= Campbell baronets of Ardnamurchan and Airds (first creation, 1628) =

The Campbell baronetcy, of Ardnamurchan and Airds (estate near Appin) in the County of Argyll, was created in the Baronetage of Nova Scotia on 23 December 1628 for Donald Campbell.

Campbell resigned his dignity into the King's hands on 28 August 1643 for a new enrollment of it and the lands annexed in favour of his nephew and heirs male. The baronetcy was then extinct.

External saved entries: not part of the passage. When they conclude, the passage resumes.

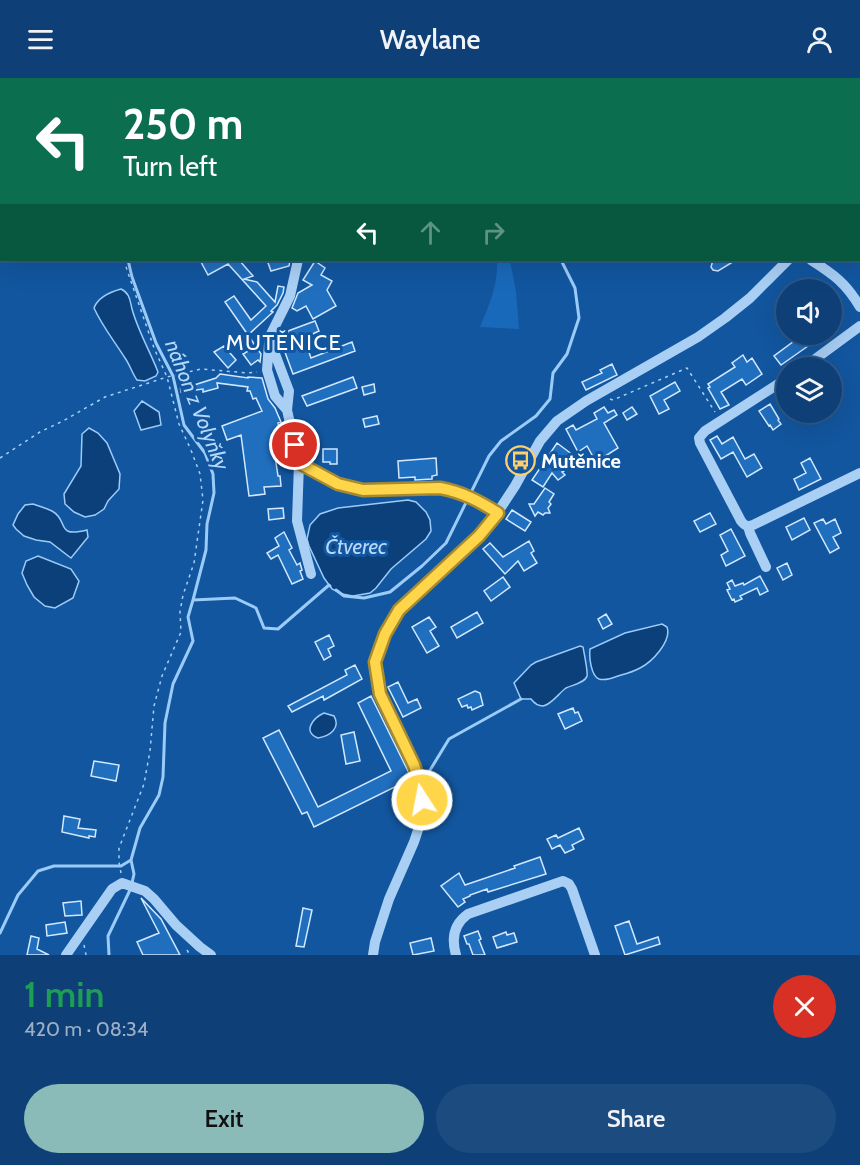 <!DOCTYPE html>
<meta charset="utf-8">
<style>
:root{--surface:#0e4077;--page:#1c4b7f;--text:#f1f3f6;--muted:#9bafc6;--line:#2e5989;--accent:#8bbbb9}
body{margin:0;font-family:Cabin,sans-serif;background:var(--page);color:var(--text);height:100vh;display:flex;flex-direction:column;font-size:22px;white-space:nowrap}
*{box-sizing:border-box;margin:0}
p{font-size:20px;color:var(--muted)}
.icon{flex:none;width:33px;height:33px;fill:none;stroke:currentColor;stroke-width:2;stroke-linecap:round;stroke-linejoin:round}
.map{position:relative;height:877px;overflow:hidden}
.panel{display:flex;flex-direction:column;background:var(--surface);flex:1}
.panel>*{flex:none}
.banner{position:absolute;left:0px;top:0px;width:861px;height:183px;box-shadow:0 6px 24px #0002,0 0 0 2px var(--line);background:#0b6e4f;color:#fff;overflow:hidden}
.buttons{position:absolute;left:776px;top:201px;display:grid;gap:12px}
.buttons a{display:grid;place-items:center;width:66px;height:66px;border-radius:50%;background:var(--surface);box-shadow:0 6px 24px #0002,0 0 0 2px var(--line);font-size:30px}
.pin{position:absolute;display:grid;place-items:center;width:51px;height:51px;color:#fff;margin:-26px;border:3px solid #fff;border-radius:50%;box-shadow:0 2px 6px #0007}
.me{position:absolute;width:66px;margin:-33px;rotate:349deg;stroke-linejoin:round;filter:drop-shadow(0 0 4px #0008)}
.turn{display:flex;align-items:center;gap:21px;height:126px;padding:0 24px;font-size:27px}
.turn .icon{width:78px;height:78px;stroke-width:2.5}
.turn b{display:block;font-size:42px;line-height:51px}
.lanes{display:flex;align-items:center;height:57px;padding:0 24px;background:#0003;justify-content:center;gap:30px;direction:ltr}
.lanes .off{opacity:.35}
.round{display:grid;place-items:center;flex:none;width:63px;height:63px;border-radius:32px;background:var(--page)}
.overview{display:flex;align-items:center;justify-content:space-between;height:102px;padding:0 24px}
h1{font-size:36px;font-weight:600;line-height:45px;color:#1e9e55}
.action{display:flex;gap:12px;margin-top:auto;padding:12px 24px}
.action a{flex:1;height:69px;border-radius:36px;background:var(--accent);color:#111;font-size:24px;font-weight:600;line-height:69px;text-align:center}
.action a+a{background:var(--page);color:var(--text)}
header{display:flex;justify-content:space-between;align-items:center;height:78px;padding:0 24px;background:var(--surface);font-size:27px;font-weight:600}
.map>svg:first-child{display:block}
.green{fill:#1969ba}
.water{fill:#0b407b;stroke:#9bcbf8;stroke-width:1.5}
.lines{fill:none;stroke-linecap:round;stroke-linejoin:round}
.stream{stroke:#9bcbf8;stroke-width:3}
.building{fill:#206ebe;stroke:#d2e8fe;stroke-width:1.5}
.path{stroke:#a9cff5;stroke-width:1.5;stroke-dasharray:3 4.5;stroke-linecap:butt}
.minor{stroke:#a9cff5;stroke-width:10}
.route-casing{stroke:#a68a30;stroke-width:15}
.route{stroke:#ffd54a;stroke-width:10}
.labels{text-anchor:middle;stroke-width:6;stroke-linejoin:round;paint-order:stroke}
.poi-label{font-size:20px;font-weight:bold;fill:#fff;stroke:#12569f;text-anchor:start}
.water-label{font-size:21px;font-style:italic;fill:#b6d9fb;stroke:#12569f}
.quarter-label{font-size:22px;letter-spacing:1.5px;fill:#fff;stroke:#12569f}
</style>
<header><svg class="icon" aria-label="menu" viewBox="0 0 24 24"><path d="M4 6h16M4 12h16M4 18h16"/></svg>Waylane<svg class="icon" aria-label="person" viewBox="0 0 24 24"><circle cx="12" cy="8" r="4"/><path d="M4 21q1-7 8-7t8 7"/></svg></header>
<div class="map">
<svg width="860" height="877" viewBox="0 0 860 877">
<rect width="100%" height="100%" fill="#12569f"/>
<path class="green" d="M497 182H510L516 214 519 251 480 249C490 225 498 207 497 182Z"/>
<path class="water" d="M121 211C130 215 130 223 132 231 138 253 150 273 158 294L156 298 145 303 137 302C132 295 130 287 125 280 115 264 102 248 94 230 98 219 110 214 121 211Z
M142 323 159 334 161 347 141 352 134 333Z
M89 350 98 355 107 365 120 396 119 411 108 423 104 431 95 437 85 439 74 434 65 426 64 416 81 388 82 356Z
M408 422 416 424 426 434 430 442 431 453 426 461 391 491 376 510 370 515 353 518 342 516 332 511 324 500 309 468 307 461 310 447 320 436 338 430Z
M33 426C39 428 46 430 52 433 70 443 54 460 87 452L88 459 71 480 50 464 36 462 24 458 16 451 13 447 18 436 25 427Z
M38 478 71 491 79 503 73 520 55 530 45 528 34 519 27 507 22 495 26 483Z
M662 546 667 549C672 563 652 584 640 590 633 594 625 596 618 598 613 600 605 603 599 601 591 598 589 579 590 571L625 555Z
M580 568 583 569C584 575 588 593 587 598 585 605 572 607 566 610 559 615 551 627 543 628 538 628 534 625 531 621H521L514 605 531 587 536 584Z
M324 635 334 638C341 650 330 658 318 660 302 654 313 640 324 635Z"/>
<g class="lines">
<path class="stream" d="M81 0 82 2
M466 0 468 2
M128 182 132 199 156 265 173 298 184 347 205 375 213 396 214 415 207 446 206 472 193 522
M336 512 344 518 364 520 390 514 422 488 446 465 489 378 501 363 536 338 550 321 553 295 567 276 579 240 575 210 561 182
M424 702 449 661 521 621
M132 805 134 796 131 782 140 750 159 717 163 699 165 645 173 606 193 563 188 539 193 522 235 520 256 530 264 550 278 551 329 507 330 508
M0 855 18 817 38 793 54 788H121L131 782
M109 877 108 858 130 812"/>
</g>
<path class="building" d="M207 182H239L253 198 244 201 257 204 275 224 278 208 284 209 283 215 277 227 271 233 273 234 248 257 225 224 234 218 251 242 266 228 228 186 208 197 201 184Z
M267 182H290L289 188 271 193Z
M713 182H736L718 193 713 192 711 189Z
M315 183 325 190 321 197 332 203 327 212 336 228 313 241 306 228 297 233 292 230 298 215 312 207 303 202Z
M315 243 319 253 304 260 311 280 352 264 355 273 293 296 282 266 291 264 288 253Z
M789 256H825L781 287 774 278 794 263Z
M248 257 261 276 260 284 258 282 251 287 243 276 250 272 241 261Z
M224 268 236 282 228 290 214 274Z
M743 277 747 284 752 280 762 296 746 307 742 301 721 314 729 327 720 331 708 310 710 309 708 306 735 289 732 285Z
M612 286 617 297 586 312 582 304 602 295 600 292Z
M220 296 248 300V299L262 300 268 321 275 330 281 344 278 345 280 358H282V377L275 378 278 398H280L281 408 264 409 265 416 249 418 241 357 227 362 222 348 262 333 256 320 253 321 250 313H247L248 309 217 305 218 310 203 314V311L181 314 179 299 189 298 191 308 216 300Z
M353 299 357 310 307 328 302 318Z
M675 304 680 313 664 322 669 331 659 336 650 318Z
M374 306 375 314 364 317 362 309Z
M770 326 779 341 778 342 781 346 773 352 770 347 769 348 759 333Z
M604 329 608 335 614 332 617 337 604 345 618 370 596 384 587 368 578 374 566 351 573 347 576 352 597 341 594 335Z
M632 329 637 336 627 342 623 335Z
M377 338 379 346 365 349 363 341Z
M717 358 722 366 733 359 745 381 754 376 762 390 747 399 733 374 721 381 710 362Z
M557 365 573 377 569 379 574 387 562 394 565 397 558 402 552 395 543 409 532 402Z
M323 371H337V386H330V384H323Z
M436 380 437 397 432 398V401L415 402V399L399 400 398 383Z
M810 380 821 401 799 412 794 401 806 395 801 385Z
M545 410 554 416 549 424 551 426 548 430 550 435H545L543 437 538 434 535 438 529 426H534Z
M283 430 284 440 269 442 268 431Z
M512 432 531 444 525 453 506 441Z
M710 435 716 446 700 454 694 443Z
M804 440 810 452 792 462 786 449Z
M823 441 826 446 835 441 841 455 833 459 839 470 830 475 814 445Z
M731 451 745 478 726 488 721 477 728 473 720 457Z
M284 454 292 470 289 472 297 487 300 485 302 492 300 493 303 501 292 506 278 477 271 481 267 475 279 468 275 460Z
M529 463 534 473 531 475 537 485 524 493 518 483 505 496 483 471 490 465 503 479Z
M787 485 792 497 783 502 777 490Z
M760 498 768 513 760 517 757 510 740 518 742 521 735 524 734 521 732 522 727 512 730 511 727 505 732 502 735 508 743 505 744 507Z
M503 499 510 509 491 523 484 513Z
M477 534 483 545 457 560 451 549Z
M606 536 612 546 603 551 598 541Z
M429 539 436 549 430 553 439 568 427 575 412 549Z
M329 557 334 568 328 571 331 578 324 582 315 564Z
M355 587 362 601 324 622 323 618 292 634 288 628 347 597 345 592Z
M398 604 408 625 417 621 421 630 403 639 388 609Z
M475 613 480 615 483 627 472 632 471 629 468 630 467 627 462 629 458 621Z
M371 618 408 693 411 701 314 749 307 734 302 736 263 660 279 652 318 729 391 693 358 625Z
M573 630 575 635 578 634 582 643 565 651 558 636Z
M354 654 360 683 346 686 341 657Z
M94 683 119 687 116 703 91 698Z
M64 738 80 741 78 750 96 752 95 759 89 758V760L62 754Z
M579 750 584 761 572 767 574 771 565 775 560 767 552 771 547 761 556 757 558 760Z
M540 779 546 796 488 814 487 811 470 817V818L463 821 465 824 458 829 441 808 459 795 465 807 515 790 514 788Z
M141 820 161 841 180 877H143L137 864 159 855Z
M81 823 82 837 65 838 63 825Z
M303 830 312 832 304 869 296 868Z
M629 843 637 866 658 859 660 866 625 877 615 848Z
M65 844 67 855 47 858 46 847Z
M478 853 481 861 479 862 485 877H473L469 866H467L464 858Z
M506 854 507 857 514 855 517 864 497 870 493 859Z
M31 858 39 860 37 871 49 877H27Z
M431 860 434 873 413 877 410 865Z"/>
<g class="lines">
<path class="path" d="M72 0V2
M610 321 613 322 687 290 715 334
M0 380 40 354 63 343 105 319 167 299 201 291 248 295 257 294
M121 795 119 784V770L144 706 150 673 154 628 162 598 181 554 180 534 183 517 194 485 203 422 200 396 191 372 179 346 167 299 154 270 127 192 124 182
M84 867 86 877
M187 872 190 877"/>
<path class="minor" d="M277 0V2
M298 182 290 218 269 260 289 313 287 332 299 385 338 406 364 412 440 410 460 414 475 420 498 435
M811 182C833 196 846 205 860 229
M269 266 267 292 275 318 287 332
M803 290 860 248
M786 301 705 353 699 360 700 365 741 443C745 448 747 449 753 447L860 395
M299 385 297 443 311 496
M748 448 750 455 766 489
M66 877 112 811 122 805 145 813 154 821 176 847 200 869 211 877
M373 877 375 864 389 821 414 764 420 746 422 728 421 709 414 687 380 616 375 584 385 556 399 532 464 473 492 443 515 408 540 363 557 343 586 323 698 259 725 240 750 220 788 182
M456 877C451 860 454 846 468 836L563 803 569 806 572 811 595 877"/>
</g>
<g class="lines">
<defs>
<path id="route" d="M295 367 299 385 338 406 363 412 440 410C462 414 479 423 498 435L479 458 399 532 385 556 375 584 380 616 414 687 421 709 422 722"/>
</defs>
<use href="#route" class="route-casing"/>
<use href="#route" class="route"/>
</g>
<defs>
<symbol id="bus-ring" viewBox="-11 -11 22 22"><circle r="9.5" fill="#12569f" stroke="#ffce6d" stroke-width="1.5"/><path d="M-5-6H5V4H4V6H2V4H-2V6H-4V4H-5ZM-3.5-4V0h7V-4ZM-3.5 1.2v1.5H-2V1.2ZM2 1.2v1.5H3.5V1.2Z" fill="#ffce6d"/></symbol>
</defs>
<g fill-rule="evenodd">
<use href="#bus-ring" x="504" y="366" width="33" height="33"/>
</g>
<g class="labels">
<g class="poi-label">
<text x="541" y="390">Mutěnice</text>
</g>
<g class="water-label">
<text transform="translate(197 327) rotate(68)" y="7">náhon z Volyňky</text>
<text x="356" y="476">Čtverec</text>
</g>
<g class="quarter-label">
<text x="284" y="272">MUTĚNICE</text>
</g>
</g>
</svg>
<div class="buttons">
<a><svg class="icon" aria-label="sound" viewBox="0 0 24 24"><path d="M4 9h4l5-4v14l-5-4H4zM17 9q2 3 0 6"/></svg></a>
<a><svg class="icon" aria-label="layers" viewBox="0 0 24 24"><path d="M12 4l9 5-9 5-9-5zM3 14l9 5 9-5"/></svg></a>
</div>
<div class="pin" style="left:295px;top:367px;background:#d93025"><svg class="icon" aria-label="arrive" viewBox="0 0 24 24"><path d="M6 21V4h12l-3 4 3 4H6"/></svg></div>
<svg class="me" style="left:422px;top:722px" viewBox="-20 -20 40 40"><circle r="17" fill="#ffd54a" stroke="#fff" stroke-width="3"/><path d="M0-11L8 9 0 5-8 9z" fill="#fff"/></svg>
<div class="banner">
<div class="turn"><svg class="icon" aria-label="left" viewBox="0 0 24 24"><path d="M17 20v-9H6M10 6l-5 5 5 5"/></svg><div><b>250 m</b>Turn left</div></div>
<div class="lanes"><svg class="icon" aria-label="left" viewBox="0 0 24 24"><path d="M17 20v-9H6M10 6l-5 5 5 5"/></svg><svg class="icon off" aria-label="ahead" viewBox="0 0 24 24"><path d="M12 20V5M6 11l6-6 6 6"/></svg><svg class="icon off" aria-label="right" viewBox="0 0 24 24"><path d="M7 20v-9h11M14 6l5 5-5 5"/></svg></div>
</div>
</div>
<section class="panel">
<div class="overview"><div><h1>1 min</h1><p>420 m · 08:34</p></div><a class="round" style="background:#d93025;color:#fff"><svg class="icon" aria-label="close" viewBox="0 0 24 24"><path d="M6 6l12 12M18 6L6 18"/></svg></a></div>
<div class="action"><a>Exit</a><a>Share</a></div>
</section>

==Campbell baronets, of Ardnamurchan and Airds; first creation (1628)==
- Sir Donald Campbell, 1st Baronet (died 1651)

==Extended family==
Upon Donald Campbell's death, his nephew, George (son of Sir John Campbell of Calder), did not claim the title, nor did the next succeeding three heirs, John (3rd), father of Alexander Campbell (4th), married to his cousin Jean Campbell (daughter of Sir John Campbell of Glenorchy, 4th Baronet, and third wife Christian Muschet), parents of Donald Campbell (5th), married to Margaret Maclaine, parents of John Campbell, married to his cousin Jane Campbell.

About 1790 John Campbell, great-great-grandson of George Campbell, assumed the title as 6th Baronet being followed in turn by his son John Campbell, Lieutenant Governor of St Vincent 1845–1853. His son, Major-General John William Campbell's claim in right of the 1628 creation was not recognised. But a new baronetcy was conferred on him in November 1913, with special precedence.